» **Task requirements**:
Return the data in full, exactly as it was written.

» **Information supplied**:
··········
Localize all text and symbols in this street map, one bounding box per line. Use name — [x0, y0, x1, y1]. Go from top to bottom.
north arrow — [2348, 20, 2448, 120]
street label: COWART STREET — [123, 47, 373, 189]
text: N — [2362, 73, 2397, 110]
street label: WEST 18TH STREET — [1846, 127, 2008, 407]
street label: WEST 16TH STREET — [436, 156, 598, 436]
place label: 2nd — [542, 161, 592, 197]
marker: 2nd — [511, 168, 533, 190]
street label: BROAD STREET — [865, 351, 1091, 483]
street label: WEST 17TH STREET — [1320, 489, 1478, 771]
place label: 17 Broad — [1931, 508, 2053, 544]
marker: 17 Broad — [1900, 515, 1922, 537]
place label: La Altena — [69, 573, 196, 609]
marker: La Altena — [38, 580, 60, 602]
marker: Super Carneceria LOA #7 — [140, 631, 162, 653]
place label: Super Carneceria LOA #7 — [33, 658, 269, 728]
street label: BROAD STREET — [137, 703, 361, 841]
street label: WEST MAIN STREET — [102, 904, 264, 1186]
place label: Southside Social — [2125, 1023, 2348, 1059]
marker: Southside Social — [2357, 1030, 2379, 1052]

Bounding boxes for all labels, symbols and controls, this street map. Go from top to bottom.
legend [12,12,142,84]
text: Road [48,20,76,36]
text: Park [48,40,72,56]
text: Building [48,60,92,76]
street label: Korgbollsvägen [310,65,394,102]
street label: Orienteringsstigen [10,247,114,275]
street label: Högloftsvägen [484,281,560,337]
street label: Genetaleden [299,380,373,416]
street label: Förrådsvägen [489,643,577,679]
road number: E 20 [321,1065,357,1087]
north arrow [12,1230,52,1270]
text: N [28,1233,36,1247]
··········
» **Result for this task**:
Localize all text and symbols in this street map, one bounding box per line. Use name — [x0, y0, x1, y1]. Go from top to bottom.
north arrow — [2348, 20, 2448, 120]
street label: COWART STREET — [123, 47, 373, 189]
text: N — [2362, 73, 2397, 110]
street label: WEST 18TH STREET — [1846, 127, 2008, 407]
street label: WEST 16TH STREET — [436, 156, 598, 436]
place label: 2nd — [542, 161, 592, 197]
marker: 2nd — [511, 168, 533, 190]
street label: BROAD STREET — [865, 351, 1091, 483]
street label: WEST 17TH STREET — [1320, 489, 1478, 771]
place label: 17 Broad — [1931, 508, 2053, 544]
marker: 17 Broad — [1900, 515, 1922, 537]
place label: La Altena — [69, 573, 196, 609]
marker: La Altena — [38, 580, 60, 602]
marker: Super Carneceria LOA #7 — [140, 631, 162, 653]
place label: Super Carneceria LOA #7 — [33, 658, 269, 728]
street label: BROAD STREET — [137, 703, 361, 841]
street label: WEST MAIN STREET — [102, 904, 264, 1186]
place label: Southside Social — [2125, 1023, 2348, 1059]
marker: Southside Social — [2357, 1030, 2379, 1052]

Bounding boxes for all labels, symbols and controls, this street map. Go from top to bottom.
legend [12,12,142,84]
text: Road [48,20,76,36]
text: Park [48,40,72,56]
text: Building [48,60,92,76]
street label: Korgbollsvägen [310,65,394,102]
street label: Orienteringsstigen [10,247,114,275]
street label: Högloftsvägen [484,281,560,337]
street label: Genetaleden [299,380,373,416]
street label: Förrådsvägen [489,643,577,679]
road number: E 20 [321,1065,357,1087]
north arrow [12,1230,52,1270]
text: N [28,1233,36,1247]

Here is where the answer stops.